→ **Provided data**:
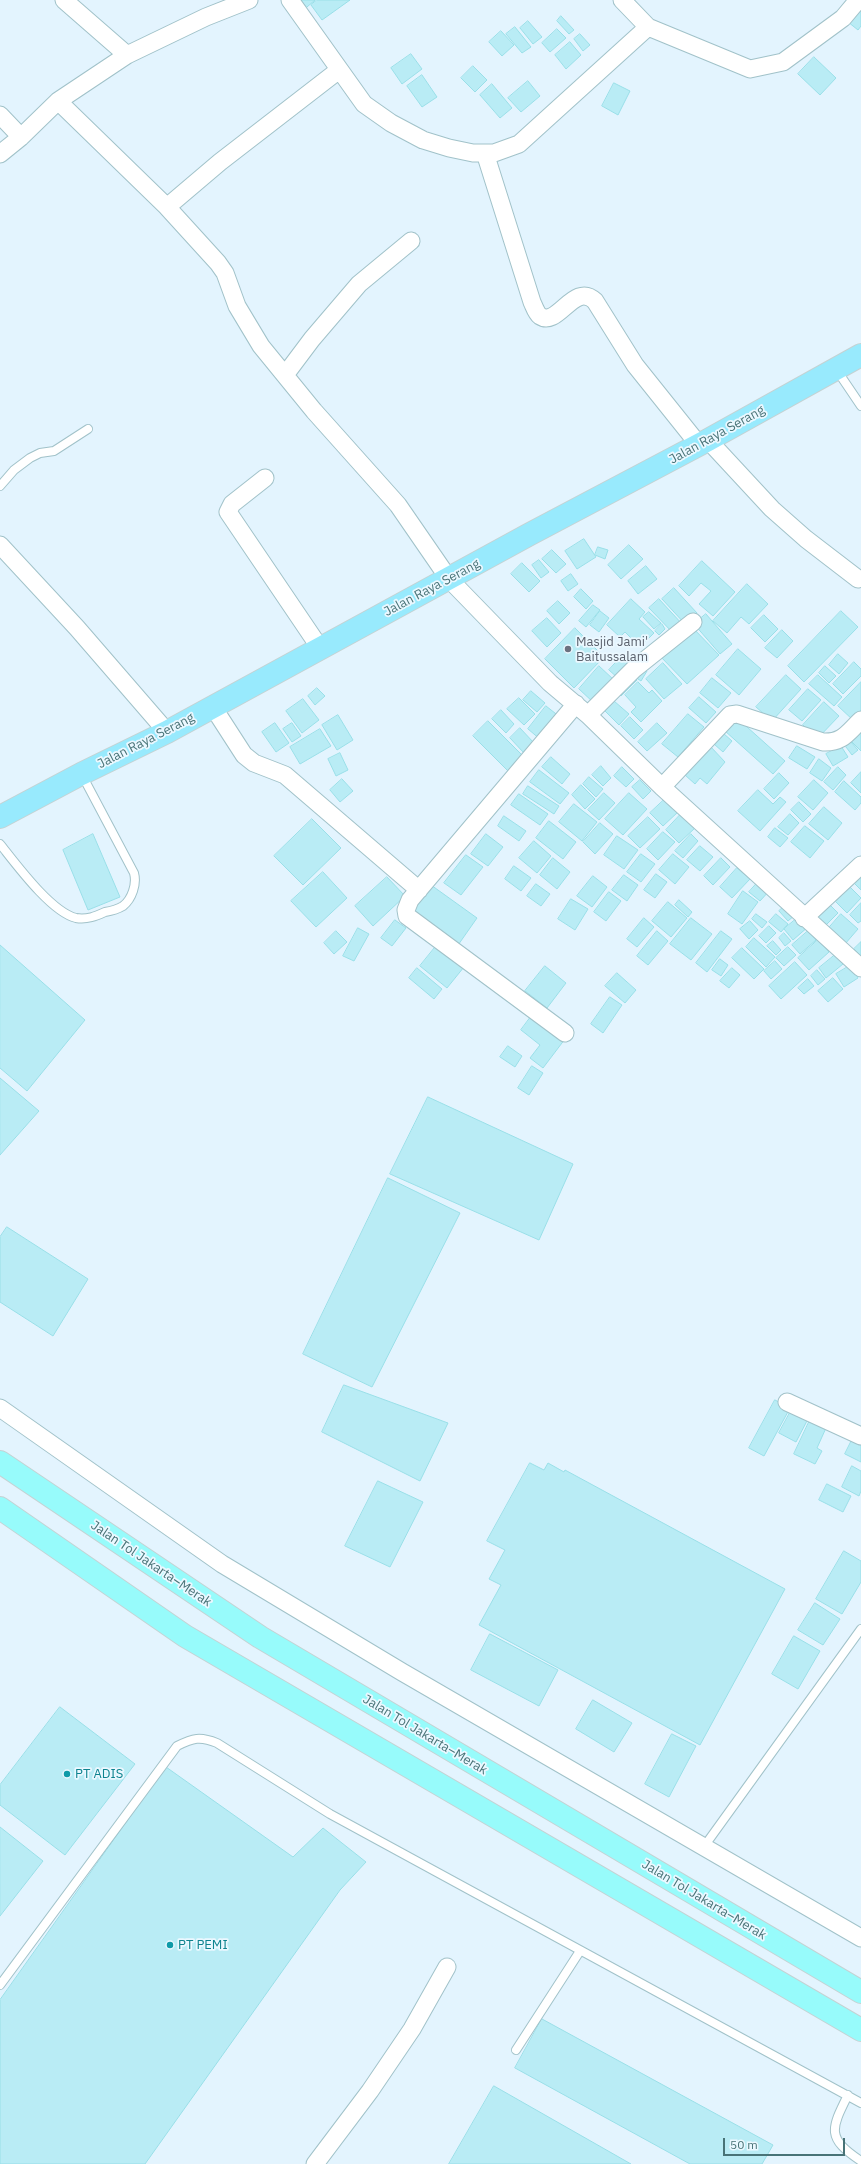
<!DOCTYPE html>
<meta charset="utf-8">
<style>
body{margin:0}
#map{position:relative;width:861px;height:2164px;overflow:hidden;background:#e3f4fe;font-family:"IBM Plex Sans",sans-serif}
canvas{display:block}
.scale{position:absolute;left:723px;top:2138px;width:122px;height:18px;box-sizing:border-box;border:2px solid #487377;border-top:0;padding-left:5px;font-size:12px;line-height:14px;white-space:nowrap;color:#487377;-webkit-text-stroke:3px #ebf8ff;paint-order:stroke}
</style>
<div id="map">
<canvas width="861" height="2164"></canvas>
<div class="scale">50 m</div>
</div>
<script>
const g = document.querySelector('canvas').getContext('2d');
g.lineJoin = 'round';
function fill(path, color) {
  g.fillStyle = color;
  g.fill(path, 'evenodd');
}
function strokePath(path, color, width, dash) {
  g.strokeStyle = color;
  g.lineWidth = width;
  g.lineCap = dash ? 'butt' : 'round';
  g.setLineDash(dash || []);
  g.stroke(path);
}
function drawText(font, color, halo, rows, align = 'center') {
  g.font = font + ' "IBM Plex Sans",sans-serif';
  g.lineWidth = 3.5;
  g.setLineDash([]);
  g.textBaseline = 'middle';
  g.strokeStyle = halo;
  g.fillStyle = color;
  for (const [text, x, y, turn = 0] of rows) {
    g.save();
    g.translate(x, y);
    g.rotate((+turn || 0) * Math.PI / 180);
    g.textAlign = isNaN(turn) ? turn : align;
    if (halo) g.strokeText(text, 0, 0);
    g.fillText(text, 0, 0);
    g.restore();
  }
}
const building = new Path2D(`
 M 301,0 L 315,0 L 307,7 Z
 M 317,0 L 350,0 L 322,20 L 311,5 Z
 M 861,7 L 861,26 L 858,30 L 848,22 Z
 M 561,16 L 574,30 L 569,34 L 557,21 Z
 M 528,21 L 542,37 L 533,44 L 520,28 Z
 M 515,27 L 531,47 L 522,53 L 506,34 Z
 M 557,29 L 566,38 L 550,52 L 542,43 Z
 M 501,31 L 514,45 L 502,56 L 489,42 Z
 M 580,34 L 590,45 L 583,51 L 574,39 Z
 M 570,42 L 581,55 L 566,69 L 555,55 Z
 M 411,54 L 422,69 L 402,84 L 391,68 Z
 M 814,57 L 836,78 L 820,95 L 798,74 Z
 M 473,66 L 487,80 L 475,92 L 461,78 Z
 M 422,75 L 437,97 L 422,107 L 407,86 Z
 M 528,81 L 540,96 L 521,112 L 508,98 Z
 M 614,83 L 630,91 L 618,115 L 602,106 Z
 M 492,84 L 512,108 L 500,118 L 480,95 Z
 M 584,539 L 596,557 L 577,569 L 565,551 Z
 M 629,545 L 643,559 L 621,579 L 608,565 Z
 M 598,547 L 608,550 L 605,559 L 595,555 Z
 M 552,550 L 566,564 L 556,573 L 542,559 Z
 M 539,560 L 549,572 L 541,578 L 532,565 Z
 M 702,561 L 735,592 L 713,616 L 699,604 L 711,591 L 701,583 L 689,596 L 679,586 Z
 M 522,563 L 540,581 L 529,592 L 511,574 Z
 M 646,566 L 657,579 L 638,594 L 628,581 Z
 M 571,574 L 578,584 L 568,591 L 561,581 Z
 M 747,584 L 768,604 L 749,624 L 741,617 L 727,633 L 713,621 Z
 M 674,588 L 697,613 L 685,624 L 662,599 Z
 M 581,589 L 593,601 L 586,609 L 574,597 Z
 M 631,599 L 645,612 L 639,619 L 654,633 L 640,647 L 625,632 L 620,637 L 607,625 Z
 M 659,599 L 683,625 L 674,634 L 649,608 Z
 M 558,601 L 570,613 L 559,624 L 547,611 Z
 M 593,605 L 600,610 L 586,627 L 579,621 Z
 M 600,611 L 609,618 L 599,632 L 590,625 Z
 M 841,611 L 858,627 L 804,682 L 788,666 Z
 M 649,612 L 661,623 L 654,629 L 643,617 Z
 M 706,614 L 732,644 L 720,654 L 694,624 Z
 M 764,615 L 778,629 L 765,642 L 751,628 Z
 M 547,618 L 561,633 L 547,647 L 532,631 Z
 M 662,624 L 665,629 L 659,635 L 655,631 Z
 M 692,627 L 719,655 L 687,684 L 660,656 Z
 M 575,628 L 604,657 L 574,688 L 545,659 Z
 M 782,630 L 793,641 L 777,658 L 765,648 Z
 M 738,649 L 761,669 L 739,695 L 716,675 Z
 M 838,654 L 848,663 L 839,674 L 829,665 Z
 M 621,657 L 631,666 L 619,679 L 609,670 Z
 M 854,662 L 861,669 L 861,676 L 843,694 L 833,684 Z
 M 663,663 L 682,684 L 664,699 L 646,679 Z
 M 599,666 L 614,680 L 594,703 L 579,689 Z
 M 825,666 L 836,676 L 829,683 L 819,673 Z
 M 642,667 L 647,671 L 641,681 L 635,677 Z
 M 786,675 L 801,689 L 772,721 L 756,707 Z
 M 818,675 L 842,697 L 834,706 L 809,684 Z
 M 632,676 L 637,680 L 621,696 L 616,691 Z
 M 712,678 L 731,693 L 718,708 L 700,693 Z
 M 638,682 L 649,693 L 652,690 L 662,701 L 641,722 L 631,712 L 636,707 L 625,695 Z
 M 861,682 L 861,714 L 854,721 L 838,706 Z
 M 317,688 L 325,696 L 315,705 L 308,696 Z
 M 808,689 L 821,700 L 802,721 L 789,710 Z
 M 531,691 L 545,703 L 537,712 L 523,700 Z
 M 699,697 L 716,712 L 706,723 L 689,708 Z
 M 519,698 L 535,714 L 524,725 L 507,709 Z
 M 303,699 L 319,720 L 302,733 L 286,711 Z
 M 614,701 L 629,714 L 619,725 L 605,711 Z
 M 824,702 L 839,716 L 817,739 L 803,725 Z
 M 546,706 L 560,717 L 541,740 L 528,729 Z
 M 501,710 L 514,724 L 506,733 L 492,719 Z
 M 688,714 L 704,727 L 678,757 L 662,744 Z
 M 338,715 L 353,740 L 337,750 L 322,725 Z
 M 630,717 L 643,730 L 634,739 L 621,726 Z
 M 737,718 L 785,761 L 773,774 L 725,731 Z
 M 488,721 L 524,757 L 509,772 L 473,736 Z
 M 275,723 L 289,743 L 276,752 L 262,732 Z
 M 292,723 L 301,736 L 292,742 L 283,729 Z
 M 657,723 L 667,733 L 647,751 L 638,742 Z
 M 520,728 L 534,743 L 524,753 L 510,738 Z
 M 320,729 L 331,746 L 300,764 L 290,747 Z
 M 861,729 L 861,751 L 850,740 Z
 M 723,733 L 732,741 L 723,752 L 714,744 Z
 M 851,742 L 858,750 L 852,755 L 846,747 Z
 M 710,746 L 725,762 L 707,784 L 700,778 L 695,784 L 685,775 Z
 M 797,746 L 815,757 L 807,769 L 789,758 Z
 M 841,746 L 848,757 L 833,766 L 826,754 Z
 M 340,753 L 348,770 L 336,776 L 328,759 Z
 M 551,757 L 570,774 L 562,784 L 542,767 Z
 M 819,759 L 831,768 L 822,781 L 810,773 Z
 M 601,766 L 611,778 L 603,786 L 592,775 Z
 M 622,767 L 634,779 L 626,787 L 614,776 Z
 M 838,767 L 846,775 L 833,790 L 824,782 Z
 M 539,770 L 569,793 L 560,804 L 530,782 Z
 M 861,772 L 861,793 L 851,783 Z
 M 779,773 L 789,783 L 774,799 L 764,789 Z
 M 589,777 L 603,789 L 596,797 L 583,784 Z
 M 342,779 L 353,791 L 340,802 L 330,790 Z
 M 640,780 L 651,791 L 643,799 L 632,787 Z
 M 814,780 L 828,793 L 813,810 L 798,797 Z
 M 844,781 L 861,797 L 861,803 L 855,810 L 835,792 Z
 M 581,785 L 595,799 L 585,809 L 572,795 Z
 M 528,786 L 559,806 L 554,814 L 523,794 Z
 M 758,790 L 773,804 L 780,797 L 786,802 L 760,831 L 738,811 Z
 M 604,793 L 615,803 L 599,820 L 588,810 Z
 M 629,793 L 647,809 L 623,835 L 605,819 Z
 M 519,794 L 548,814 L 540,825 L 511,805 Z
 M 665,799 L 678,812 L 663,826 L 650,813 Z
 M 799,802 L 811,814 L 803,822 L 791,810 Z
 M 574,804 L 597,822 L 582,841 L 559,822 Z
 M 824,807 L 842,823 L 828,840 L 809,824 Z
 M 681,814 L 695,828 L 679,843 L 666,830 Z
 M 790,814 L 799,823 L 788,835 L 778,827 Z
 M 504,816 L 526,831 L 519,841 L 498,826 Z
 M 648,817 L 660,829 L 640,848 L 628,836 Z
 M 312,819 L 341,848 L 303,885 L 274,856 Z
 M 549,821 L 576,842 L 563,859 L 536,838 Z
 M 600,823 L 613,834 L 595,854 L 583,842 Z
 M 805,826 L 824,841 L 810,858 L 791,842 Z
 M 775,828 L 788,838 L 780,847 L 768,837 Z
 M 663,832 L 675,842 L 658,860 L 647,849 Z
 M 93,834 L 120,897 L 88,910 L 63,850 Z
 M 486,834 L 503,847 L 488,866 L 471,854 Z
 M 691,834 L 698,841 L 683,858 L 675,851 Z
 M 617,836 L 638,850 L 624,869 L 604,855 Z
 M 534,841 L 551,856 L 537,873 L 519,858 Z
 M 700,846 L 713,857 L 700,871 L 687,860 Z
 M 641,854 L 655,864 L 641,882 L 627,872 Z
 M 673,854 L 689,867 L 675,884 L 659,870 Z
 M 466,855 L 483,867 L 461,895 L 444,883 Z
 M 553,858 L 570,872 L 557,889 L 540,875 Z
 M 721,858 L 730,867 L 713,885 L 704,876 Z
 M 514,866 L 531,878 L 521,891 L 505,879 Z
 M 737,868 L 750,879 L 732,898 L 720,887 Z
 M 323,872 L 347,898 L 316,927 L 291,901 Z
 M 656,874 L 667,882 L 655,898 L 644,890 Z
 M 624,875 L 638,885 L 627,901 L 612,890 Z
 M 593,876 L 607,887 L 592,907 L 577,896 Z
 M 387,877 L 405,896 L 373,926 L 355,906 Z
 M 861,877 L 861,890 L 855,884 Z
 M 759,881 L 770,890 L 760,901 L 749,892 Z
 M 536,884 L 550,894 L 541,906 L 527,896 Z
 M 431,885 L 477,918 L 456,948 L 410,914 Z
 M 850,887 L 861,898 L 847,913 L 836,902 Z
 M 743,891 L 758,902 L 742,924 L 728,914 Z
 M 609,892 L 621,901 L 606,921 L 594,912 Z
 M 571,899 L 588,909 L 575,930 L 558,919 Z
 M 679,900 L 692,912 L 688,917 L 675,905 Z
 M 668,902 L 687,918 L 671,937 L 652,921 Z
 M 861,903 L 861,921 L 858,923 L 850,915 Z
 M 786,905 L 795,915 L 788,921 L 779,911 Z
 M 830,905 L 838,913 L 826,925 L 817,918 Z
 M 756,914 L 767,922 L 762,928 L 752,919 Z
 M 776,914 L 788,924 L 781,932 L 769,922 Z
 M 841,914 L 858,929 L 845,944 L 828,929 Z
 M 800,916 L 809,926 L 793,940 L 784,929 Z
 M 644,918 L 654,927 L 637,947 L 627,939 Z
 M 691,918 L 712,934 L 691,960 L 670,944 Z
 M 395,920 L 406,928 L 392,946 L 381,938 Z
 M 750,921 L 758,930 L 749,939 L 740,929 Z
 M 769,926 L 776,933 L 766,943 L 759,936 Z
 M 358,928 L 369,934 L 354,961 L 343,956 Z
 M 336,931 L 347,942 L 334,954 L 324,943 Z
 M 657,931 L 668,941 L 648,965 L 637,956 Z
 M 721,931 L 732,939 L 707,972 L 696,963 Z
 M 808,931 L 816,940 L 800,954 L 792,945 Z
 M 784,933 L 791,941 L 785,946 L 779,938 Z
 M 754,938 L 775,957 L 766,967 L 746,947 Z
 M 818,940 L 829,952 L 809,970 L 798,958 Z
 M 773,941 L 781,950 L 776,955 L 767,946 Z
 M 861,942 L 861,956 L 854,949 Z
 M 0,945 L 85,1020 L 27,1091 L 0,1068 Z
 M 437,945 L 464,967 L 447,988 L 420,966 Z
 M 788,947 L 796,955 L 784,966 L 776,958 Z
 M 742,948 L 764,969 L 754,979 L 732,958 Z
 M 835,955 L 843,964 L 826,978 L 819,968 Z
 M 720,959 L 728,965 L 721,976 L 712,970 Z
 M 775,961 L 782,969 L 771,979 L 764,971 Z
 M 795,962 L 807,975 L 781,999 L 769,986 Z
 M 851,965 L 858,978 L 844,987 L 836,974 Z
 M 545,966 L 566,983 L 547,1008 L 525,991 Z
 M 417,968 L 442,989 L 434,999 L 409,978 Z
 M 732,968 L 740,975 L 729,988 L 720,981 Z
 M 817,970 L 825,979 L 818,985 L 811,976 Z
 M 617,973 L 636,990 L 625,1003 L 605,986 Z
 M 833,978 L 843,989 L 828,1002 L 818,991 Z
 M 808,979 L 814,986 L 804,994 L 798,988 Z
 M 610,997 L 622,1005 L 603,1033 L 591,1024 Z
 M 533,1014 L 565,1039 L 543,1068 L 530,1058 L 540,1045 L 521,1030 Z
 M 508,1046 L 522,1056 L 515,1067 L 500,1057 Z
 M 532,1066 L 543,1073 L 529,1095 L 518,1088 Z
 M 0,1078 L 39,1111 L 0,1155 Z
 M 428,1097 L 573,1164 L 539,1240 L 390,1174 Z
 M 388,1178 L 460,1213 L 372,1387 L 303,1354 Z
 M 7,1227 L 88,1279 L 53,1336 L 0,1302 L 0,1237 Z
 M 344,1385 L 448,1423 L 420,1481 L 322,1432 Z
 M 775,1400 L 790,1408 L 764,1456 L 749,1448 Z
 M 792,1409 L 809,1417 L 796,1442 L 779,1433 Z
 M 810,1420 L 826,1428 L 817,1448 L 822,1451 L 815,1464 L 794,1454 Z
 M 853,1438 L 861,1441 L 861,1462 L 845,1454 Z
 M 530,1463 L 544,1470 L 548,1463 L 564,1472 L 565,1470 L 785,1589 L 700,1745 L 479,1625 L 501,1585 L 489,1579 L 505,1550 L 487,1541 Z
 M 852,1466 L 861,1471 L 861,1491 L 859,1496 L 842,1487 Z
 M 378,1481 L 423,1502 L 390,1567 L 345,1546 Z
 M 827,1484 L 851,1496 L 843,1512 L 819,1500 Z
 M 844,1551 L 861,1561 L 861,1582 L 842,1614 L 816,1599 Z
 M 815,1603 L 840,1619 L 823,1645 L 798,1630 Z
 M 490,1634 L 558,1670 L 539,1706 L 471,1670 Z
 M 794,1636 L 820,1651 L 798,1689 L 772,1674 Z
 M 593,1700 L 632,1723 L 614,1752 L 576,1729 Z
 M 60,1707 L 135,1764 L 65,1855 L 0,1805 L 0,1785 Z
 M 672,1734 L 696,1746 L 669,1797 L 645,1784 Z
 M 166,1767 L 293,1857 L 323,1828 L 366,1862 L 340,1890 L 145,2164 L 0,2164 L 0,2000 Z
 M 0,1827 L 43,1861 L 0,1916 Z
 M 542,2019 L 773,2145 L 762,2164 L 690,2164 L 515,2068 Z
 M 494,2086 L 631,2164 L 449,2164 Z`);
fill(building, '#b9ecf5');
strokePath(building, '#99dfe8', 1);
const service = new Path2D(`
 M 836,369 L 861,406
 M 0,486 L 14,470 L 30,458 L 40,453 L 54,451 L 88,429
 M 0,844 C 16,864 51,912 76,918 C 87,920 96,916 105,912 C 111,911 118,909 123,906 C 132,899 137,884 134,873 L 82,775
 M 703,1848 L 861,1629
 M 0,1985 L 177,1746 C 193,1738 200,1736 217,1743 L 330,1814 L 861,2103
 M 516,2050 L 580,1951
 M 848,2095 C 831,2129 826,2138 861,2161`);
const minor = new Path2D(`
 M 64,0 L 127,55
 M 290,0 L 364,104 L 391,123 L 423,140 L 449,148 L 473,153 L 494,153 L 519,144 L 648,27
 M 622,0 L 648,27 L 750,69 L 783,62 L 843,18 L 858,0
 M 58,101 L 167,207 L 218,263 L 225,273 L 237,306 L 261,346 L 314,411 L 398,505 L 449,579 L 550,683 L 588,715 L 662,787 L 861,968
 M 0,115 L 21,137
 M 485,153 L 532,302 C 534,306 536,313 540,316 C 558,328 574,281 595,301 L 635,365 L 699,445
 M 0,154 L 21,137 L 58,101 L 127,55 L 206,17 L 249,0
 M 167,207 L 220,162 L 339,70
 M 285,375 L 312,339 L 359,284 L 411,241
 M 708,440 L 772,509 L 806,539 L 858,579
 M 265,478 L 232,504 L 228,512 L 320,648
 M 0,545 L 77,628 L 167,732
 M 213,707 L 244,755 L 254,763 L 285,775 L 419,890
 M 588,715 L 634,669 L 693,622
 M 662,787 L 730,715 L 737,714 L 823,742 C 843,743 848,732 861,720
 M 804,918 L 861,865
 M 565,1033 L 407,916 L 406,910 L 410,900 L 576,704
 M 787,1402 L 861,1436
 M 0,1408 L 222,1564 L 402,1672 L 861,1938
 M 315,2164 L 370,2091 L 412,2029 L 447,1967`);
const trunk = new Path2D(`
 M 0,817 L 81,774 L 167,732 L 530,534 L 708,440 L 861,355`);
const motorway = new Path2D(`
 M 0,1462 L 260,1637 L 861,1992
 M 0,1508 L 185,1636 L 861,2030`);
strokePath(service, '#a1c2c9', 10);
strokePath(minor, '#a1c2c9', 19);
strokePath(trunk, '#c4d2d3', 24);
strokePath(motorway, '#c4d2d3', 24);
strokePath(service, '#fff', 8);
strokePath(minor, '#fff', 17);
strokePath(trunk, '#98eafd', 22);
strokePath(motorway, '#97fbfb', 22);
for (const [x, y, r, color] of [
 [568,649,4,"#6b7280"],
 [67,1774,4,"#0f9aa8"],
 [170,1945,4,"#0f9aa8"]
]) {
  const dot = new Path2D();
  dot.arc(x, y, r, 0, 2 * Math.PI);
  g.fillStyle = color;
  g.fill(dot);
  strokePath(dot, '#ebf8ff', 1.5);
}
drawText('13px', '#487377', '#ebf8ff', [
 ["Jalan Raya Serang",717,435,-29],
 ["Jalan Raya Serang",432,588,-28],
 ["Jalan Raya Serang",146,741,-27],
 ["Jalan Tol Jakarta–Merak",151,1564,34],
 ["Jalan Tol Jakarta–Merak",425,1735,31],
 ["Jalan Tol Jakarta–Merak",704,1900,31]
]);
drawText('13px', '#5b616d', '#ebf8ff', [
 ["Masjid Jami'",576,642],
 ["Baitussalam",576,657]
], 'left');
drawText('13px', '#0d838f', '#ebf8ff', [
 ["PT ADIS",75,1774],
 ["PT PEMI",178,1945]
], 'left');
</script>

→ **Description of the task**:
In the entries above, one line contains "M 656,874 L 667,882 L 655,898 L 644,890 Z" and another contains "M 795,962 L 807,975 L 781,999 L 769,986 Z". Reproduce exactly those two lines and the lines between them, nothing else.

→ **Solution to the exercise**:
 M 656,874 L 667,882 L 655,898 L 644,890 Z
 M 624,875 L 638,885 L 627,901 L 612,890 Z
 M 593,876 L 607,887 L 592,907 L 577,896 Z
 M 387,877 L 405,896 L 373,926 L 355,906 Z
 M 861,877 L 861,890 L 855,884 Z
 M 759,881 L 770,890 L 760,901 L 749,892 Z
 M 536,884 L 550,894 L 541,906 L 527,896 Z
 M 431,885 L 477,918 L 456,948 L 410,914 Z
 M 850,887 L 861,898 L 847,913 L 836,902 Z
 M 743,891 L 758,902 L 742,924 L 728,914 Z
 M 609,892 L 621,901 L 606,921 L 594,912 Z
 M 571,899 L 588,909 L 575,930 L 558,919 Z
 M 679,900 L 692,912 L 688,917 L 675,905 Z
 M 668,902 L 687,918 L 671,937 L 652,921 Z
 M 861,903 L 861,921 L 858,923 L 850,915 Z
 M 786,905 L 795,915 L 788,921 L 779,911 Z
 M 830,905 L 838,913 L 826,925 L 817,918 Z
 M 756,914 L 767,922 L 762,928 L 752,919 Z
 M 776,914 L 788,924 L 781,932 L 769,922 Z
 M 841,914 L 858,929 L 845,944 L 828,929 Z
 M 800,916 L 809,926 L 793,940 L 784,929 Z
 M 644,918 L 654,927 L 637,947 L 627,939 Z
 M 691,918 L 712,934 L 691,960 L 670,944 Z
 M 395,920 L 406,928 L 392,946 L 381,938 Z
 M 750,921 L 758,930 L 749,939 L 740,929 Z
 M 769,926 L 776,933 L 766,943 L 759,936 Z
 M 358,928 L 369,934 L 354,961 L 343,956 Z
 M 336,931 L 347,942 L 334,954 L 324,943 Z
 M 657,931 L 668,941 L 648,965 L 637,956 Z
 M 721,931 L 732,939 L 707,972 L 696,963 Z
 M 808,931 L 816,940 L 800,954 L 792,945 Z
 M 784,933 L 791,941 L 785,946 L 779,938 Z
 M 754,938 L 775,957 L 766,967 L 746,947 Z
 M 818,940 L 829,952 L 809,970 L 798,958 Z
 M 773,941 L 781,950 L 776,955 L 767,946 Z
 M 861,942 L 861,956 L 854,949 Z
 M 0,945 L 85,1020 L 27,1091 L 0,1068 Z
 M 437,945 L 464,967 L 447,988 L 420,966 Z
 M 788,947 L 796,955 L 784,966 L 776,958 Z
 M 742,948 L 764,969 L 754,979 L 732,958 Z
 M 835,955 L 843,964 L 826,978 L 819,968 Z
 M 720,959 L 728,965 L 721,976 L 712,970 Z
 M 775,961 L 782,969 L 771,979 L 764,971 Z
 M 795,962 L 807,975 L 781,999 L 769,986 Z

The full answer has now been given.